Die Beziehung zwischen Berg und Mensch war schon immer eine besondere. Ganz früher, da waren die Berge heilig. Dort oben hausten Dämonen und wahlweise Götter. Hinaufgestiegen ist nur, wer unbedingt musste, wer lebensmüde war oder verrückt. Dann kam die Pionierzeit des Bergsteigens, als der Mensch anfing, Gipfel zu erobern und zu sammeln wie Trophäen.
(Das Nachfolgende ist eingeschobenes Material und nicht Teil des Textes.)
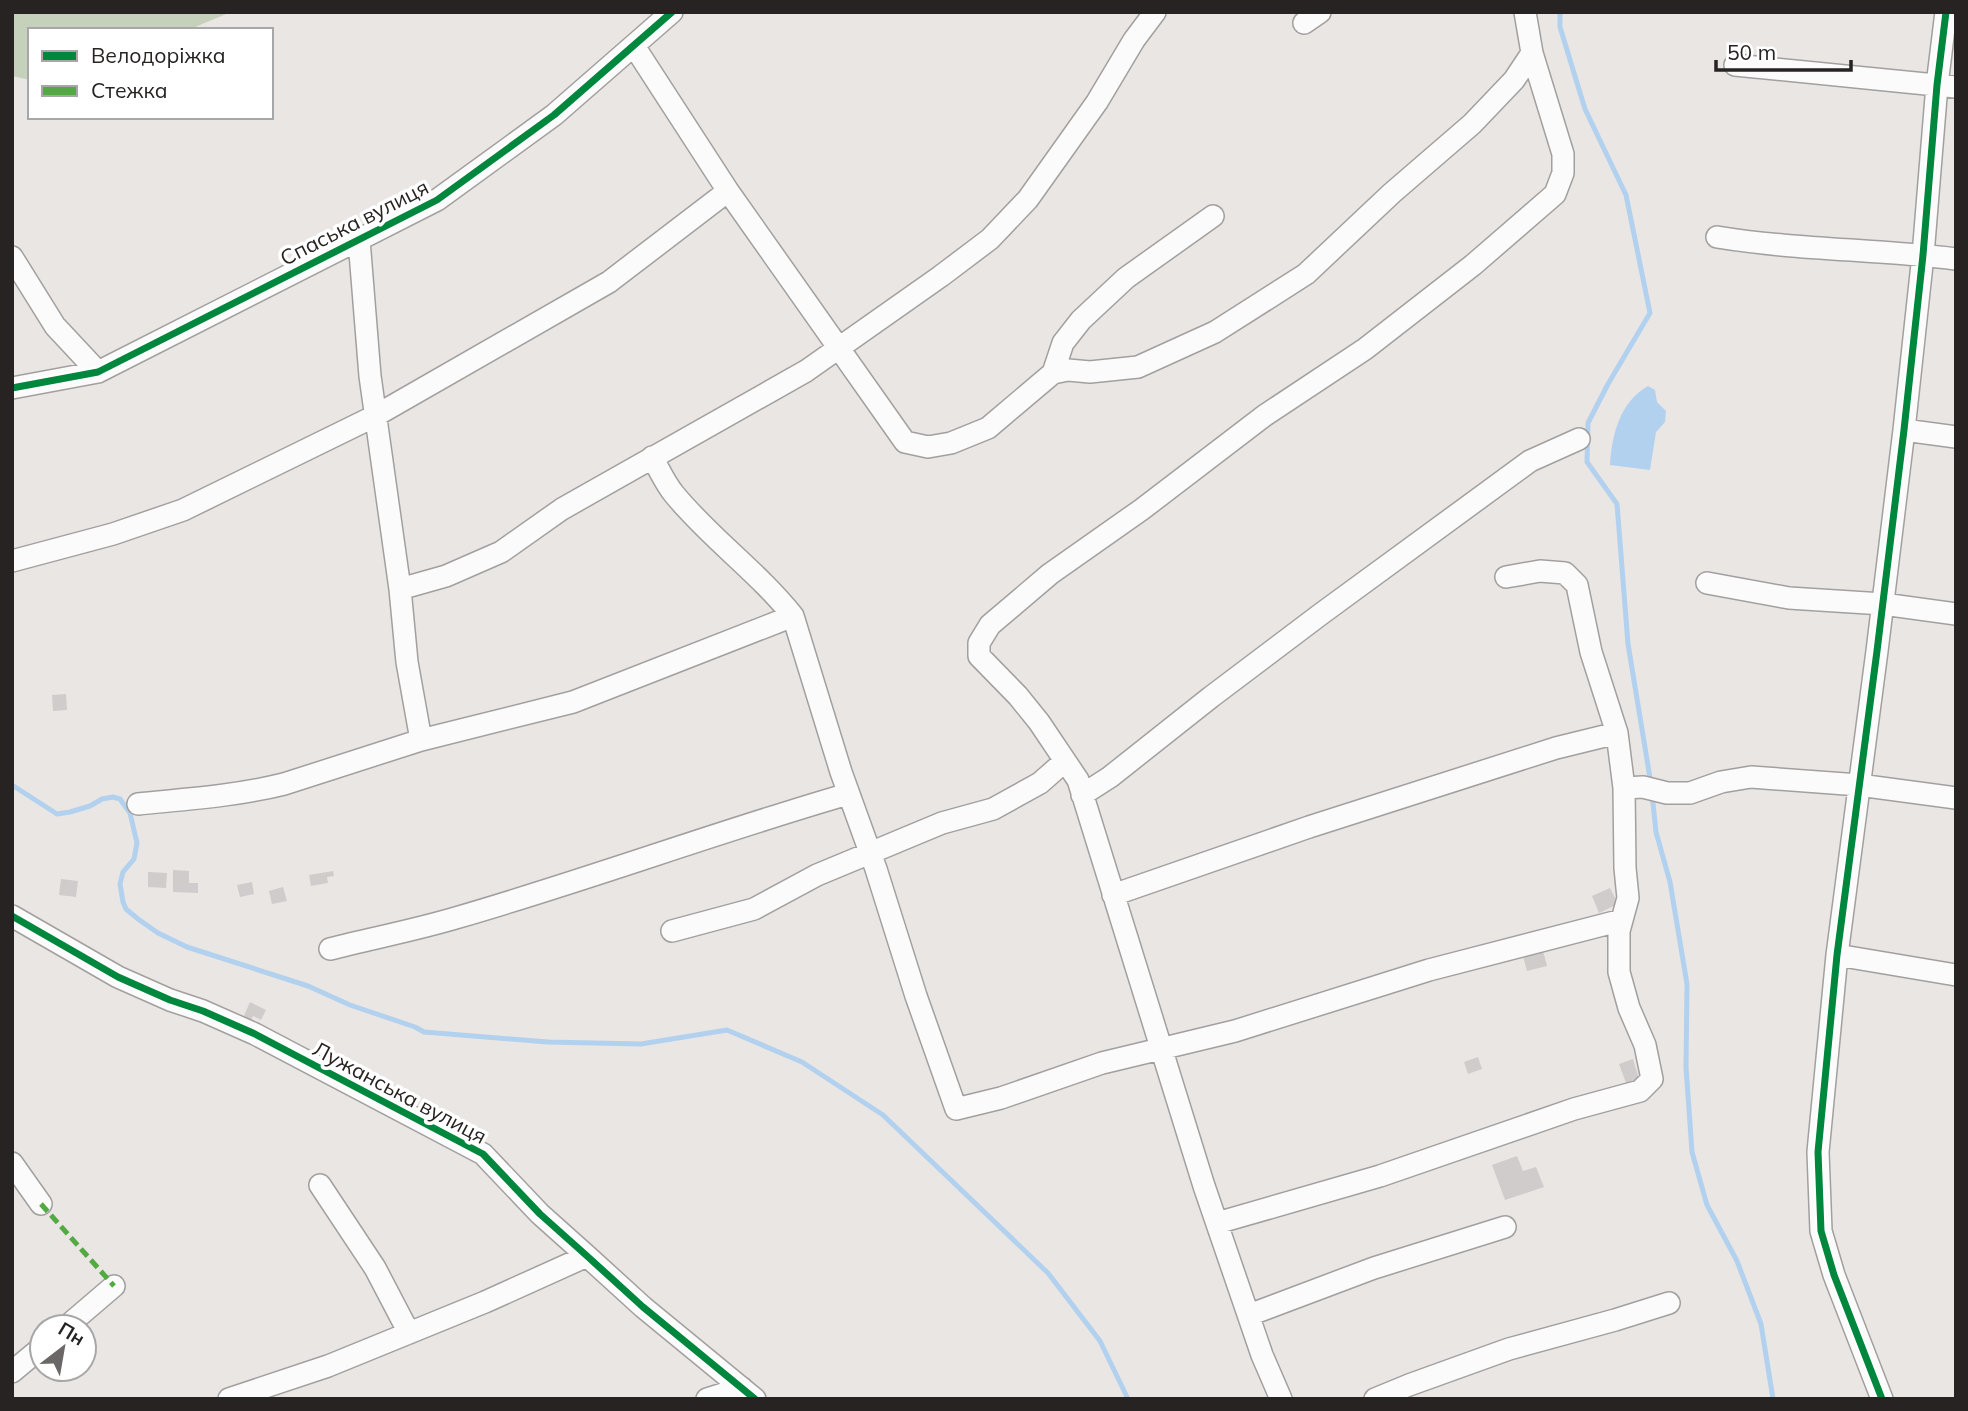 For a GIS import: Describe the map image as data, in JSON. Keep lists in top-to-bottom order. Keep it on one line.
{"streets":{"street":["Спаська вулиця","Лужанська вулиця"]},"legend":["Велодоріжка","Стежка"],"scale_bar":"50 m","north":"top right"} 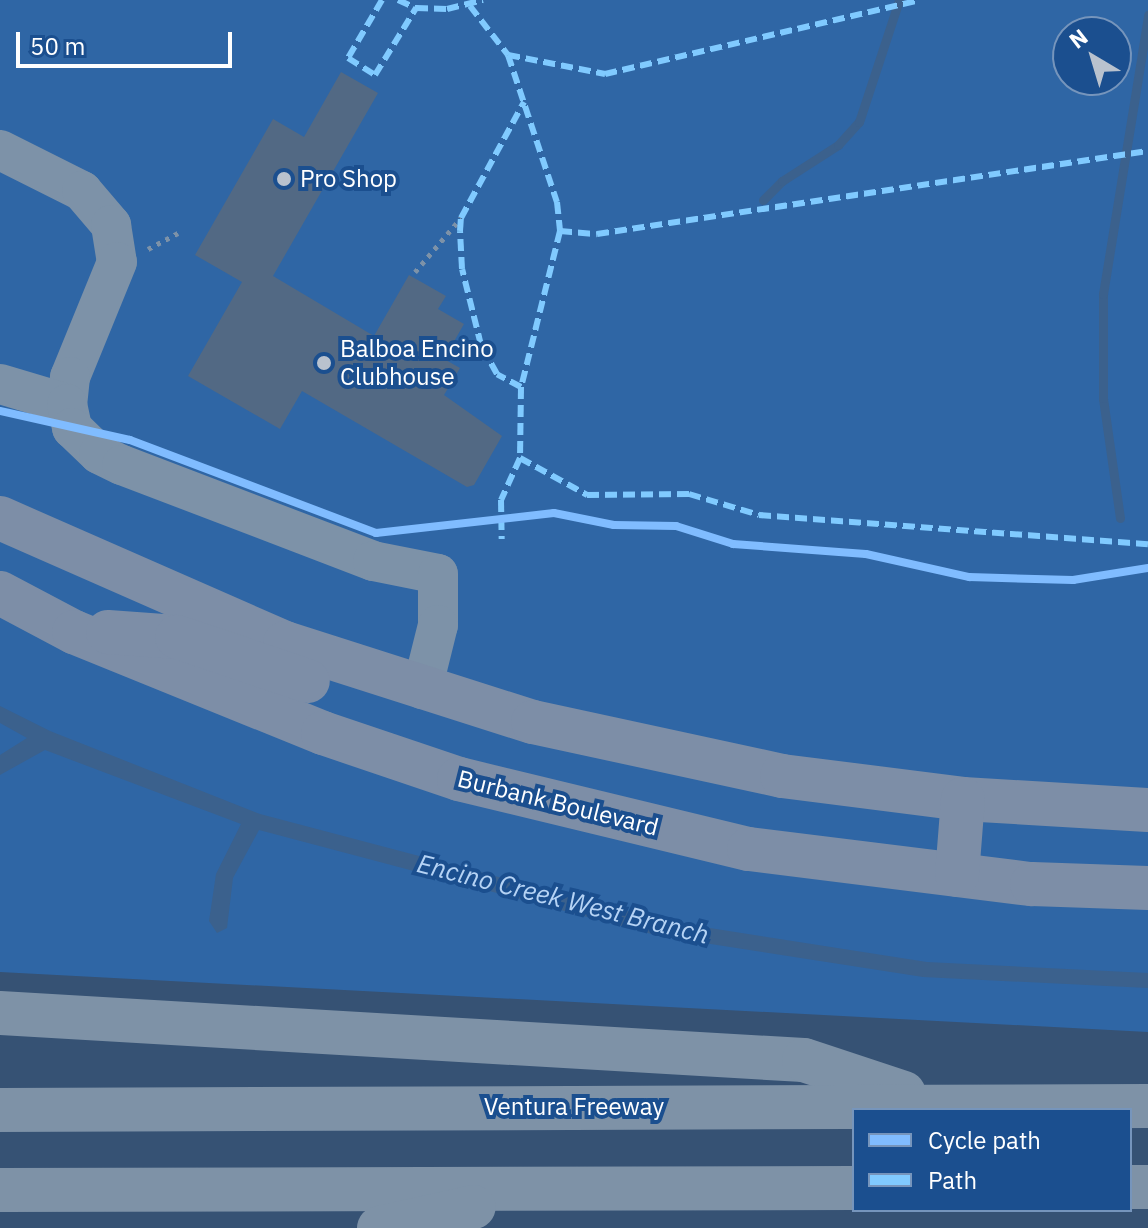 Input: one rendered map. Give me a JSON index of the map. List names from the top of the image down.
{
  "streets": {
    "highway": ["Ventura Freeway"],
    "main road": ["Burbank Boulevard"]
  },
  "water": ["Encino Creek West Branch"],
  "places": ["Pro Shop", "Balboa Encino Clubhouse"],
  "legend": ["Cycle path", "Path"],
  "scale_bar": "50 m",
  "north": "top left"
} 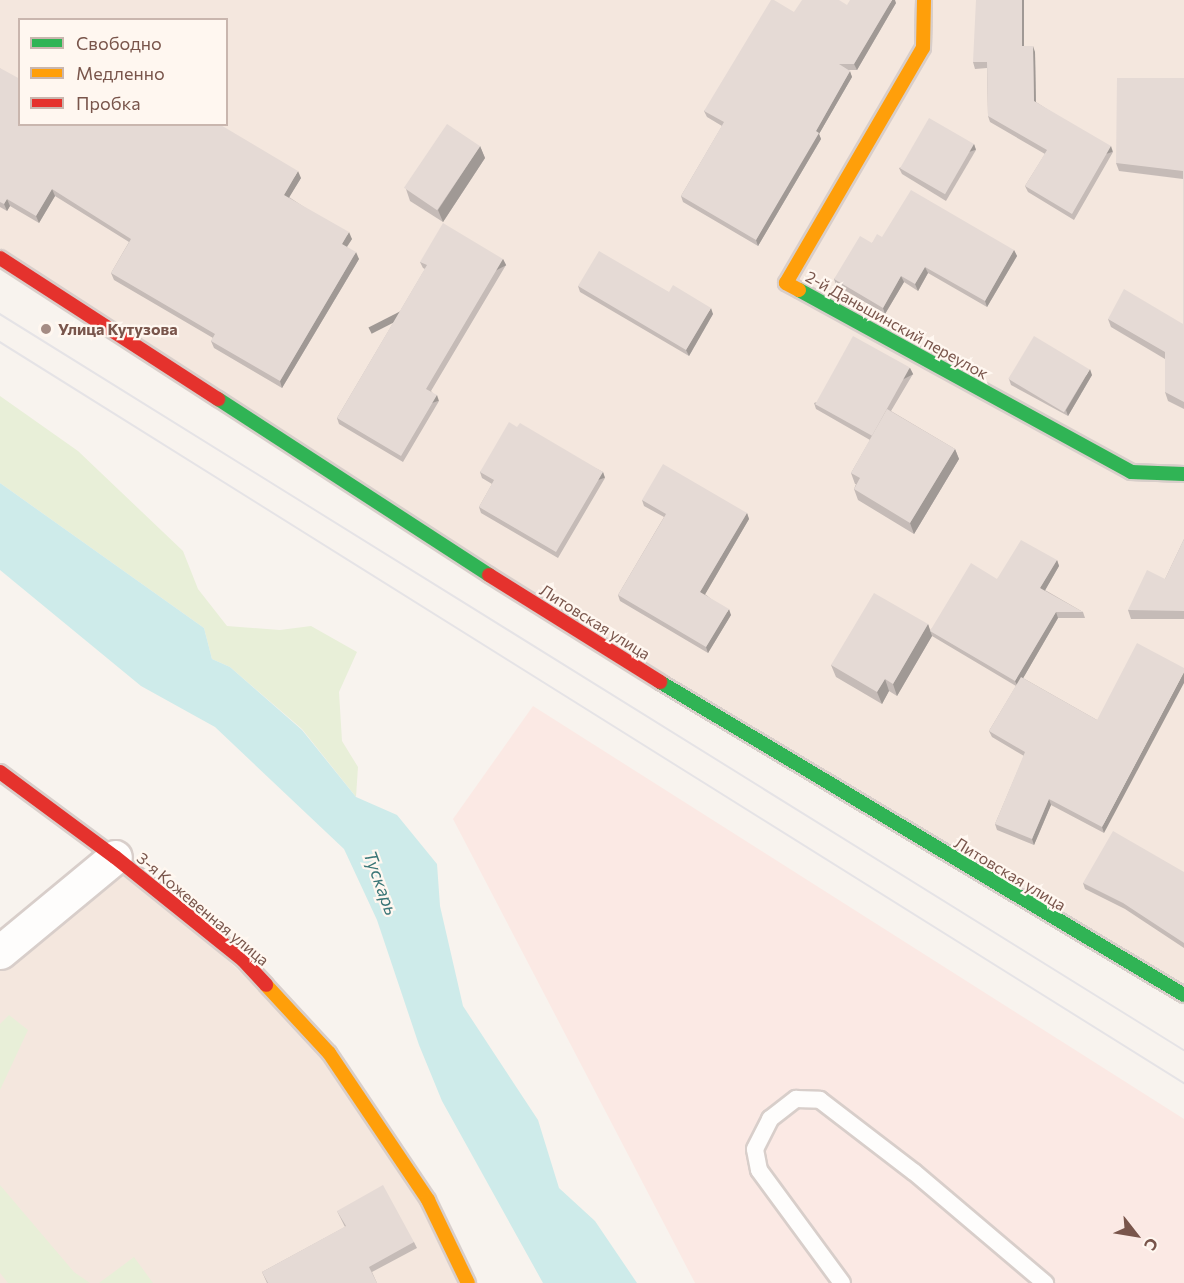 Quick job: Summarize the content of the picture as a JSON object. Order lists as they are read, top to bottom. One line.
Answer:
{"streets":{"street":["2-й Даньшинский переулок","Литовская улица","3-я Кожевенная улица"]},"water":["Тускарь"],"places":["Улица Кутузова"],"legend":["Свободно","Медленно","Пробка"],"north":"bottom right"}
Heute sind die Berge ein Präventiv-Zentrum gegen Burnout-Symptome. Gestresste Großstädter pilgern von München nach Venedig auf der Suche nach Ruhe, Weite und dem verloren geglaubten Sinn des Lebens. Die Berge, so die Hoffnung, zeigen, uns wer wir sind. 

Auch bei mir war das schon immer so: War ich verloren, bin ich ab in die Berge. Nie habe ich mich so lebendig und so sehr mit mir verbunden gefühlt wie dort. Insofern ist es auch eine Reise zu mir selbst. Ich möchte herausfinden: Was ist dran an dem Mythos? Zeigen uns die Berge wirklich, wer wir sind? 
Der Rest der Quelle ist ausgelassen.